[[ Dataset, beginning ]]

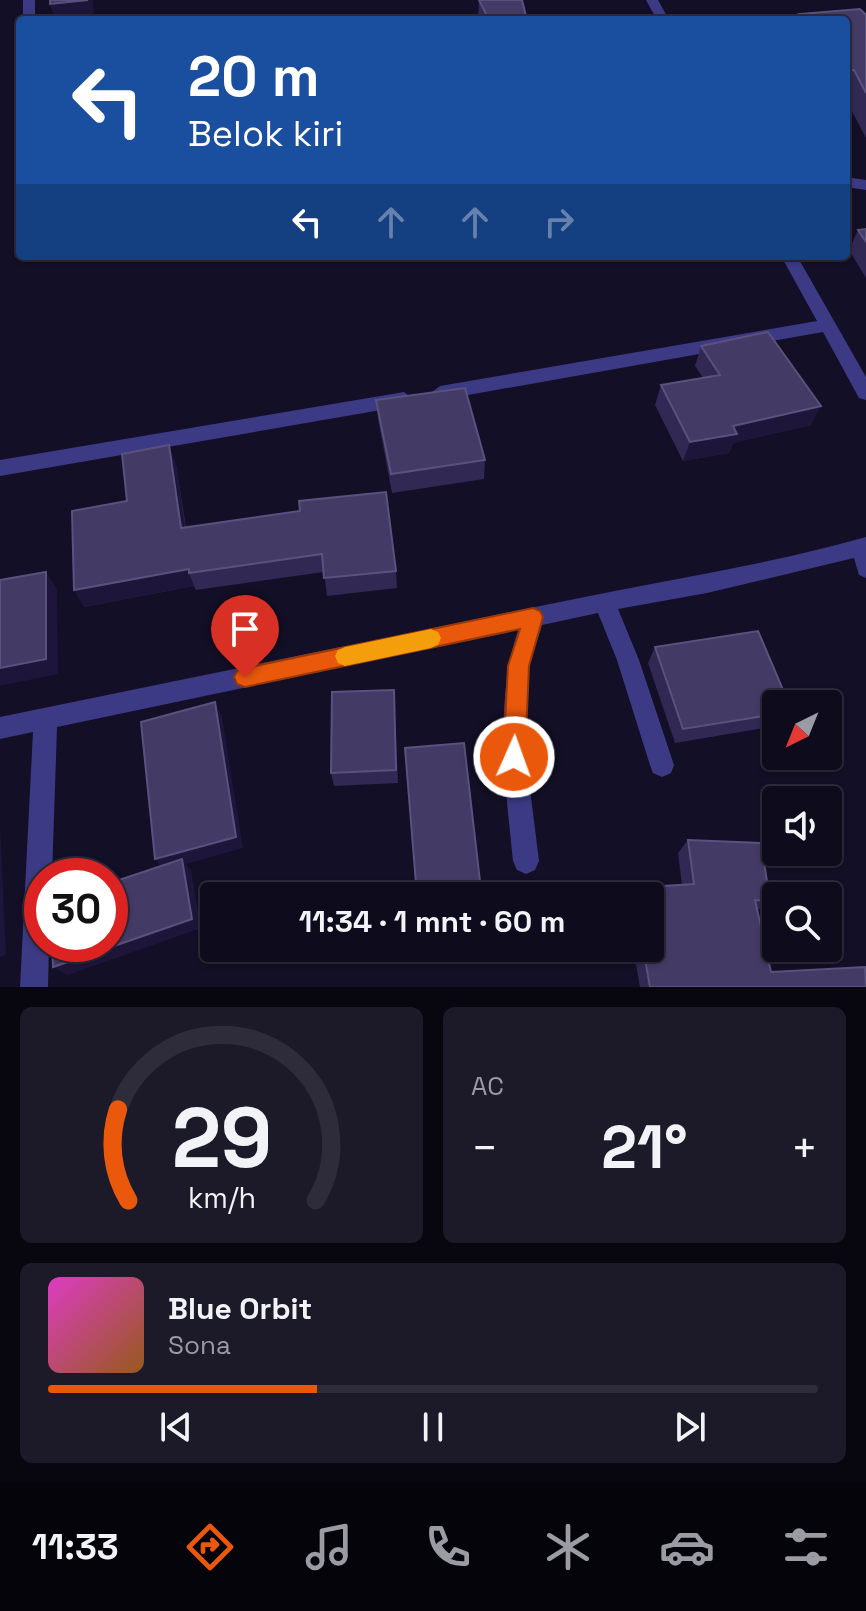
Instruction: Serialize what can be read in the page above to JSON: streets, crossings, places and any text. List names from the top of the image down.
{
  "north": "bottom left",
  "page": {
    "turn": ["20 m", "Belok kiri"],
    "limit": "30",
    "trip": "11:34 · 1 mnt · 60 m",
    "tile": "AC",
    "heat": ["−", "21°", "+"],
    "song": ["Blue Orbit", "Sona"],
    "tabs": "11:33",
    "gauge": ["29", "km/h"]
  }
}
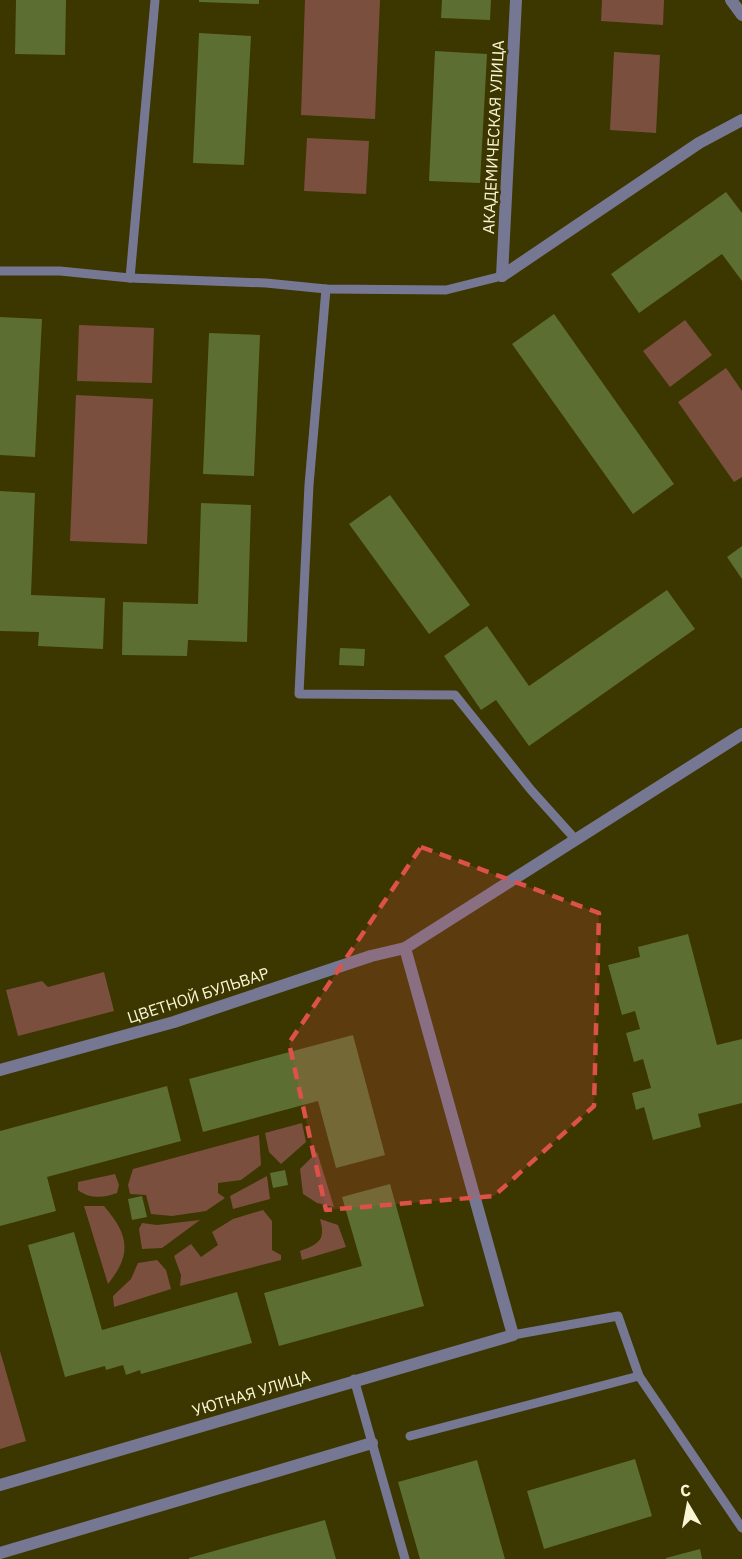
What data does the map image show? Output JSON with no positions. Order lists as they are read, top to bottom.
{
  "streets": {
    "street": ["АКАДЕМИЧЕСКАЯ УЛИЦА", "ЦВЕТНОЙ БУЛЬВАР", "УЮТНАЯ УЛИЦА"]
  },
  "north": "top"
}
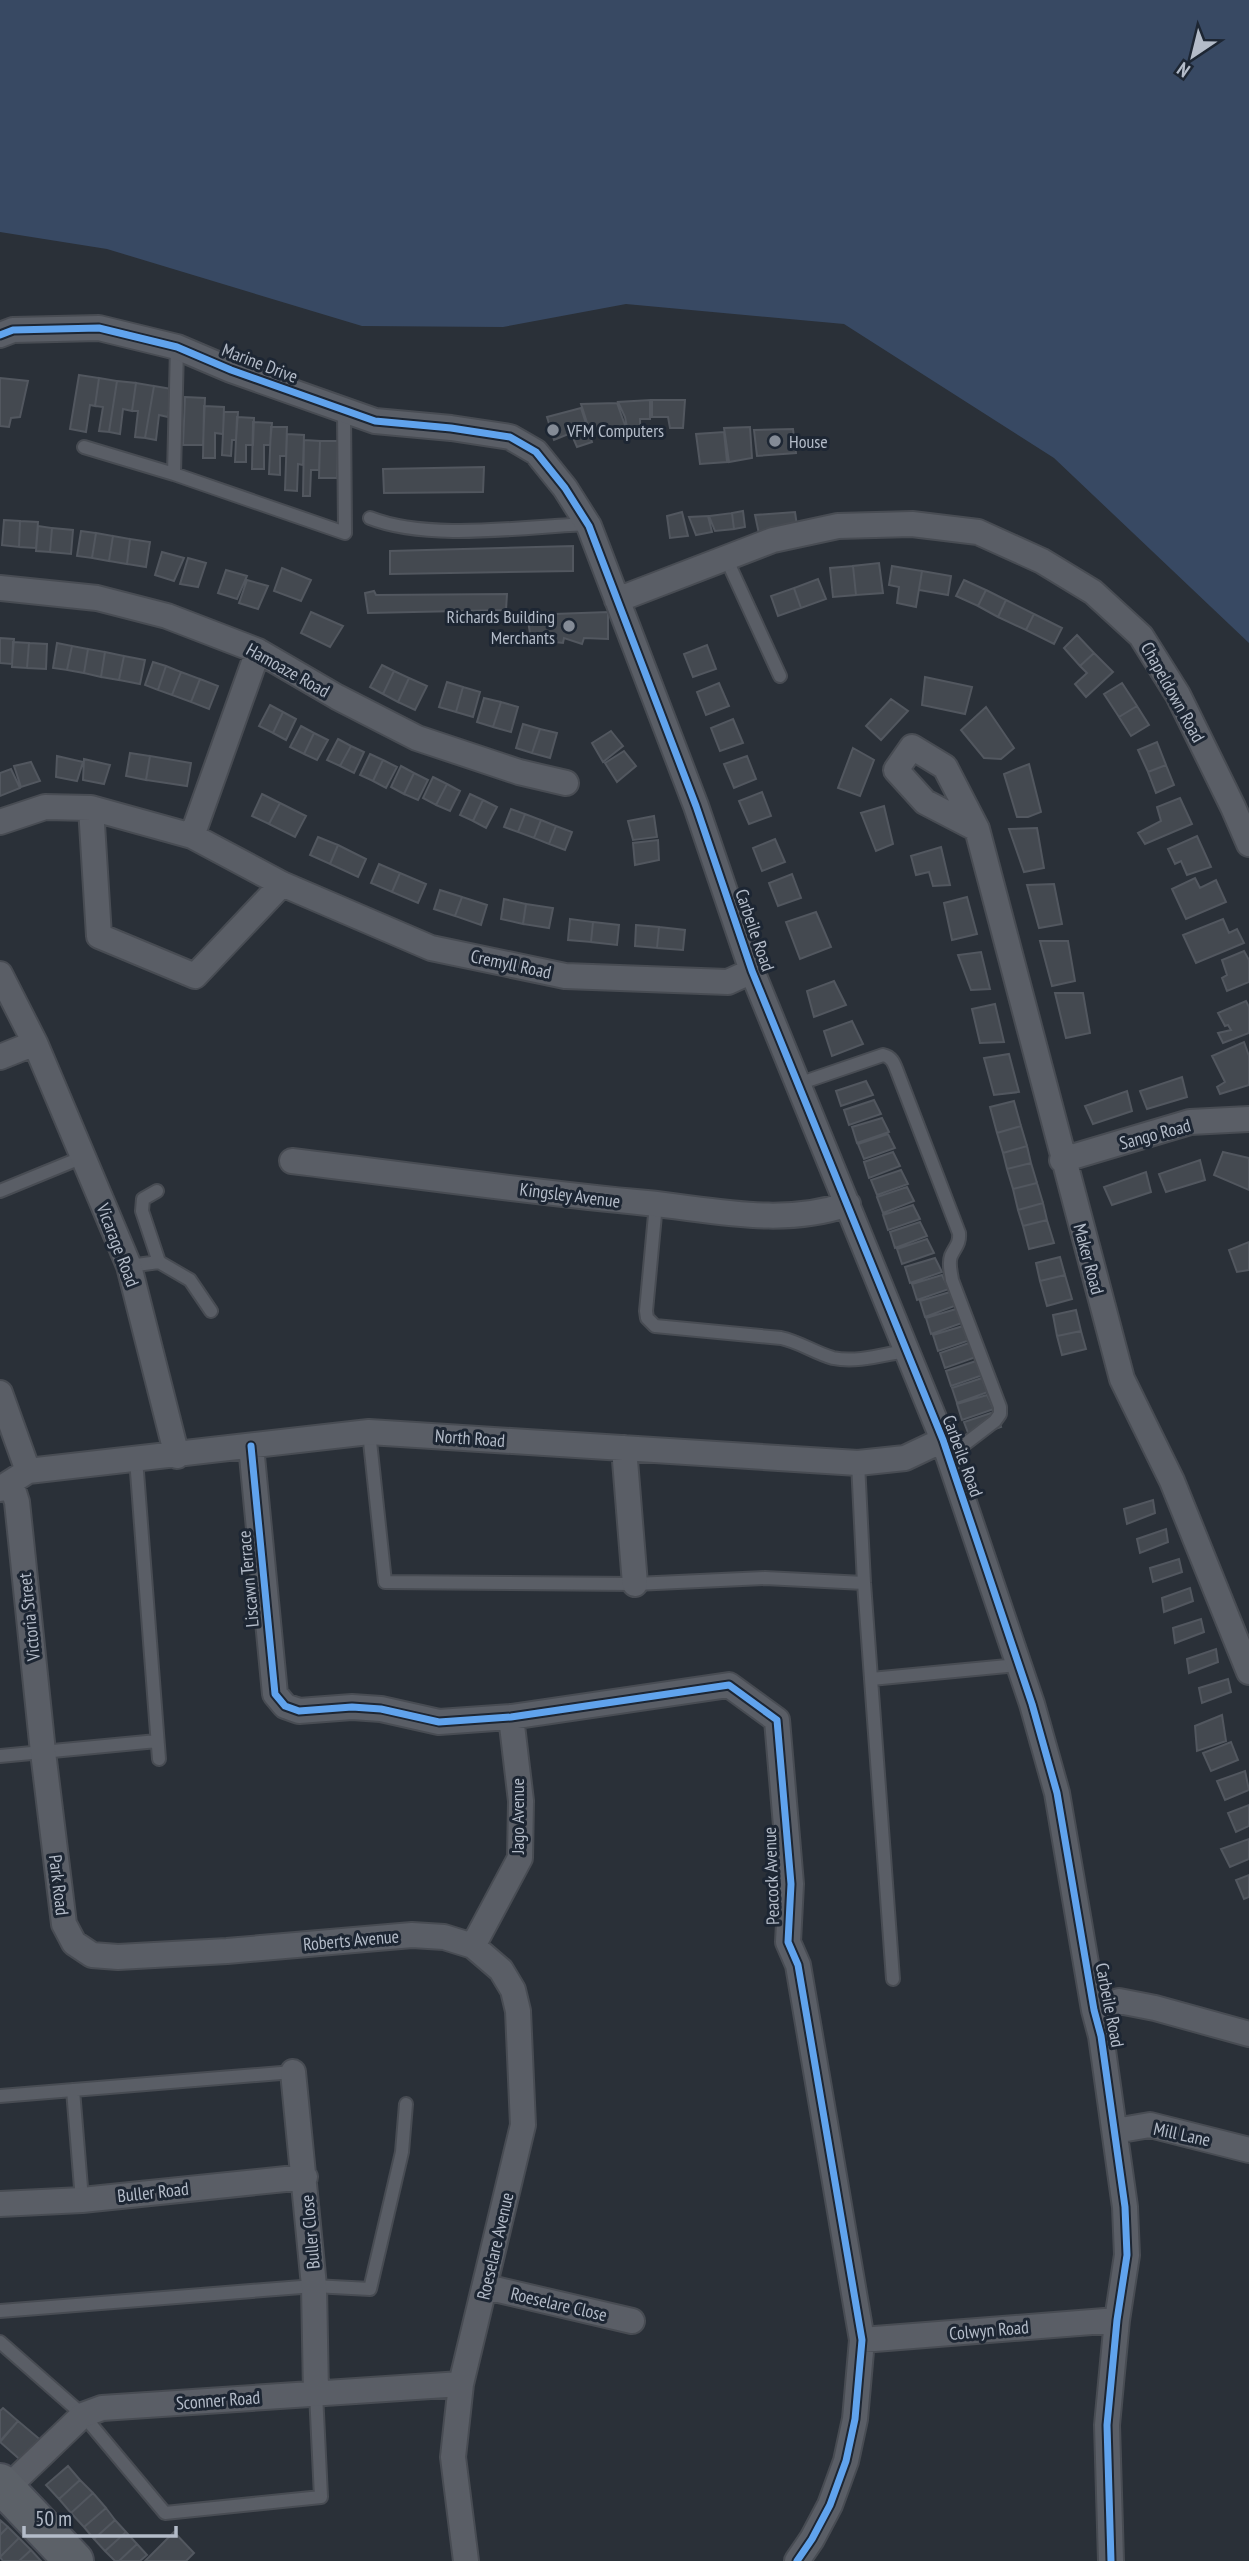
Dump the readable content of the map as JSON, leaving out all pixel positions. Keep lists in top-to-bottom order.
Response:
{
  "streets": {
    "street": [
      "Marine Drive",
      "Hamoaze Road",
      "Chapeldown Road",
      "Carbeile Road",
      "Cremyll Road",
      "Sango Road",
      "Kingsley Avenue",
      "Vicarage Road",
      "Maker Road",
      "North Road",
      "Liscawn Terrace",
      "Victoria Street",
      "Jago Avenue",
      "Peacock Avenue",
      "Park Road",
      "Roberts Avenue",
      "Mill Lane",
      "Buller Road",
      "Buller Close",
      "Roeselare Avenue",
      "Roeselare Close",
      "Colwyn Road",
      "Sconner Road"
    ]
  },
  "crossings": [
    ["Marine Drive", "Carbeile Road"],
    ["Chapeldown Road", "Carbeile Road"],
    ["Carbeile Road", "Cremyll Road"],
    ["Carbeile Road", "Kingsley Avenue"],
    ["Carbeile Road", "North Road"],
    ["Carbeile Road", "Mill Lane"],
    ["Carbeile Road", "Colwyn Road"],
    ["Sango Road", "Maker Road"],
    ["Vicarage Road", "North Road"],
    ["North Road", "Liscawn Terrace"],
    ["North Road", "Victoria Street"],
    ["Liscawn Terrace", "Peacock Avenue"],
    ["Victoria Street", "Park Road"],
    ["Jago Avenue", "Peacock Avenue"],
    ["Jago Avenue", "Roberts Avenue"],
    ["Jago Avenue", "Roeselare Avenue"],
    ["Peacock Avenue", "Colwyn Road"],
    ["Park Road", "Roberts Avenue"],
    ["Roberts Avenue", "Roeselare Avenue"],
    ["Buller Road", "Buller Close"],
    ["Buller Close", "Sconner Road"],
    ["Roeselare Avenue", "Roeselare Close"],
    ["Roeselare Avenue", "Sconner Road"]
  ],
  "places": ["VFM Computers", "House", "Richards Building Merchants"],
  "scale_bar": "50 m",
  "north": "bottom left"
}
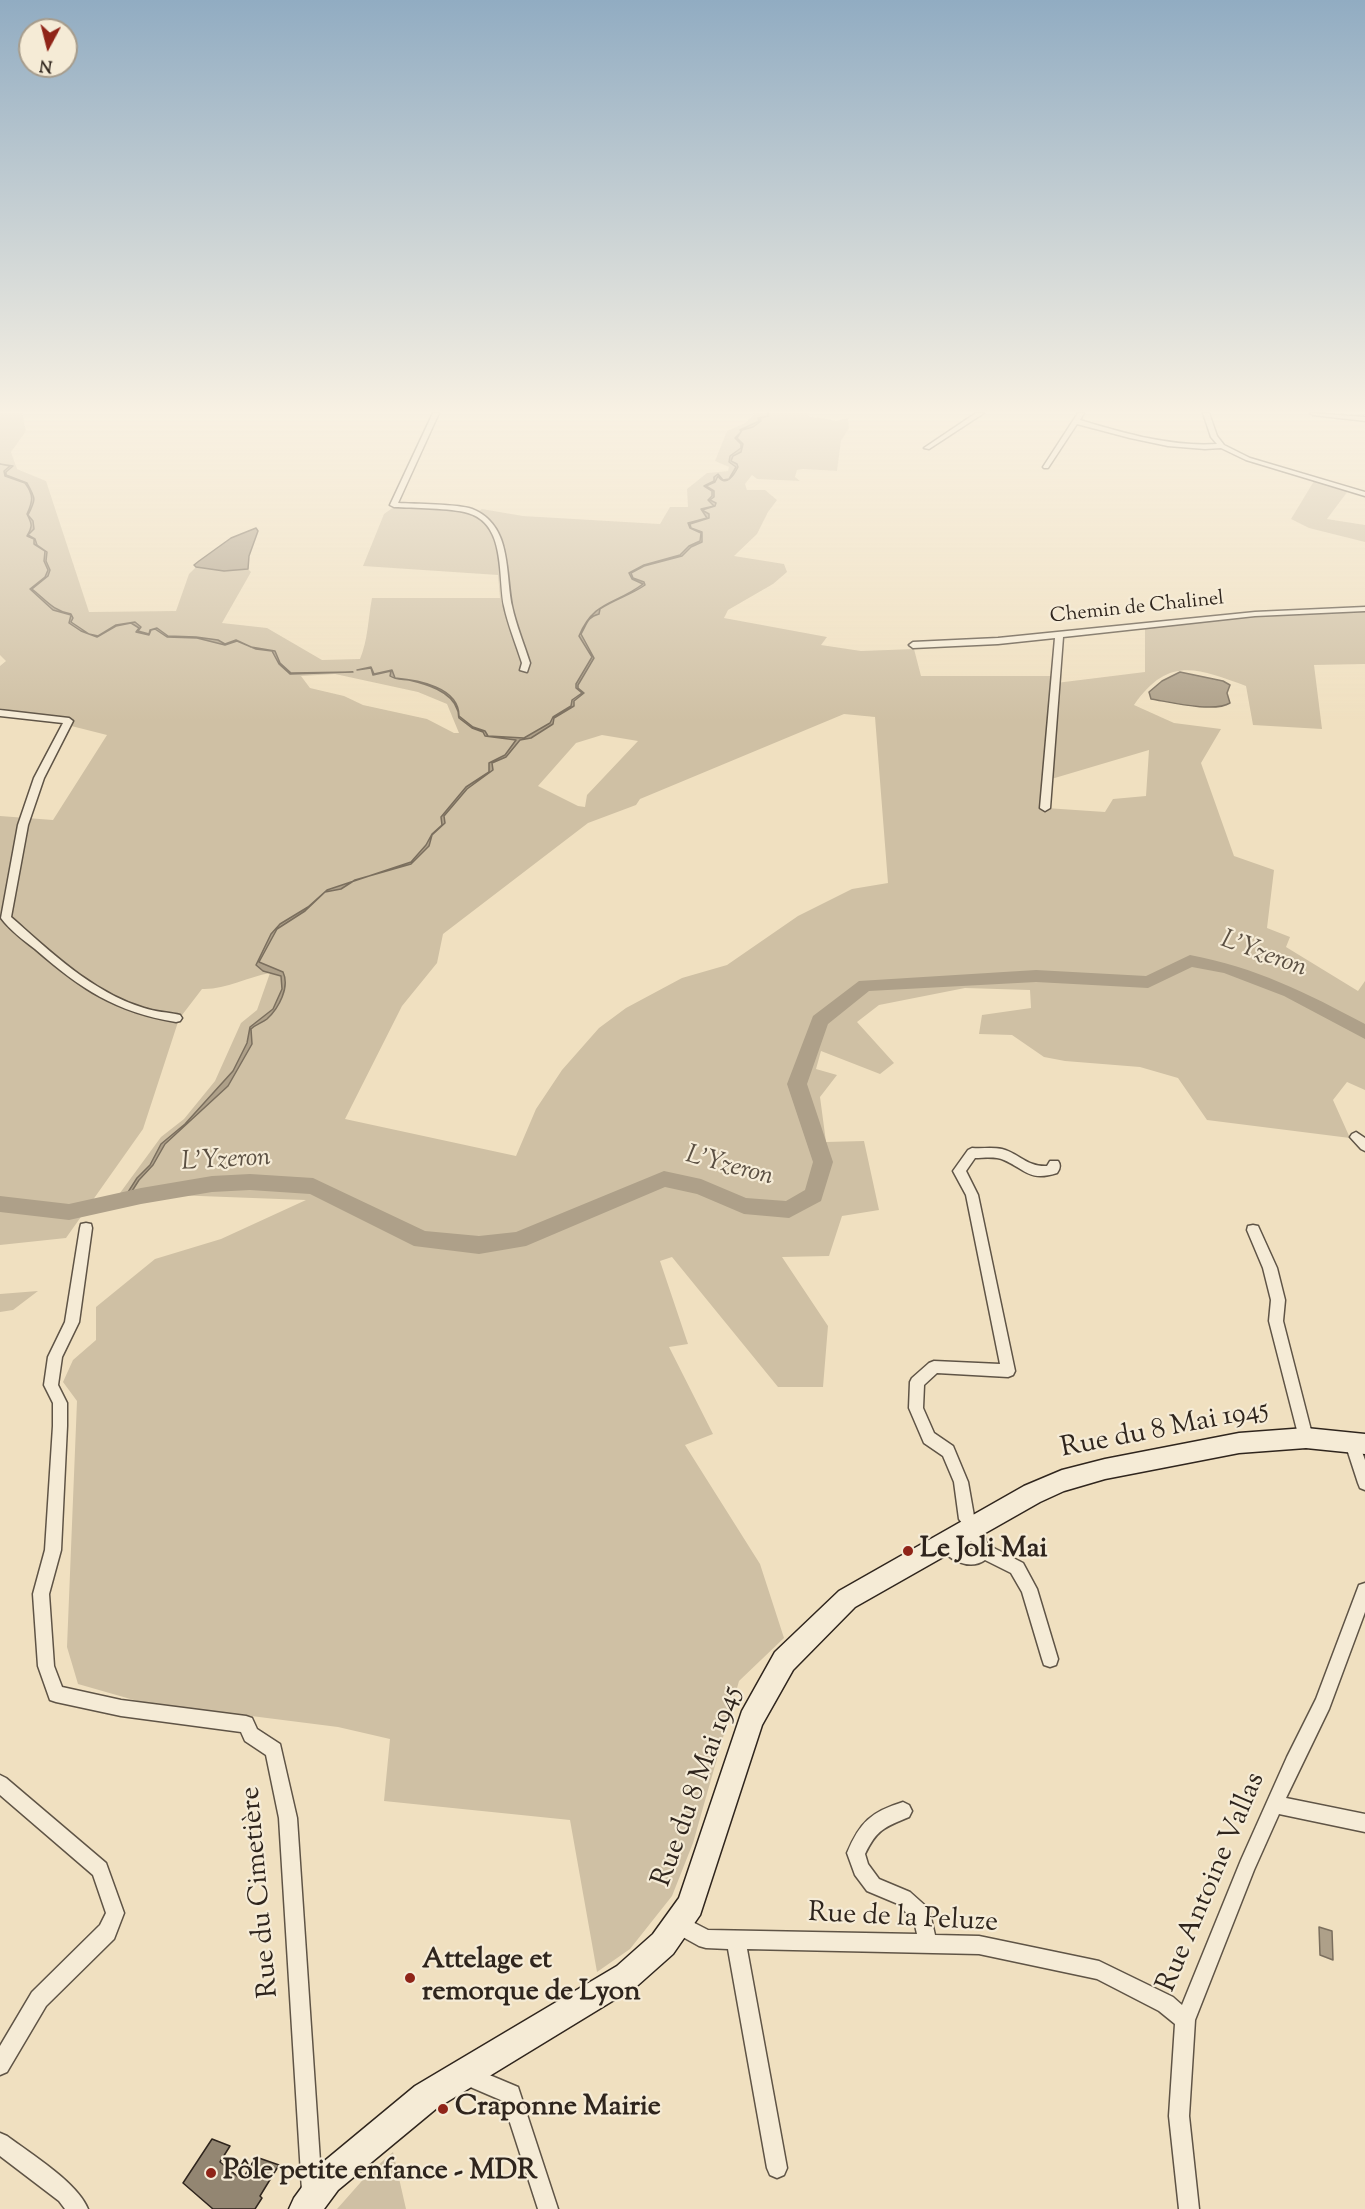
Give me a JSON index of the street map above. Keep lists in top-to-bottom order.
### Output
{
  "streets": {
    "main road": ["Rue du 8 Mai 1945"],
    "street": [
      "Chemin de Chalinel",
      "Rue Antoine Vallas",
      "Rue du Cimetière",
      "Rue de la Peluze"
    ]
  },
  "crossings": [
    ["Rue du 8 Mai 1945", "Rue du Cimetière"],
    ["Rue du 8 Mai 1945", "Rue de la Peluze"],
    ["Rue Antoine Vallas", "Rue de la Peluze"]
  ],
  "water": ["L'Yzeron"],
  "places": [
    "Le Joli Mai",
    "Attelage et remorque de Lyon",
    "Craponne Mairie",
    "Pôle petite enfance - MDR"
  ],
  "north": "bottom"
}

[[ Dataset, end ]]

#### [Work request]
From the records, work out how many lines include "Keep" and respond with the number only.

#### [Exercise answer]
2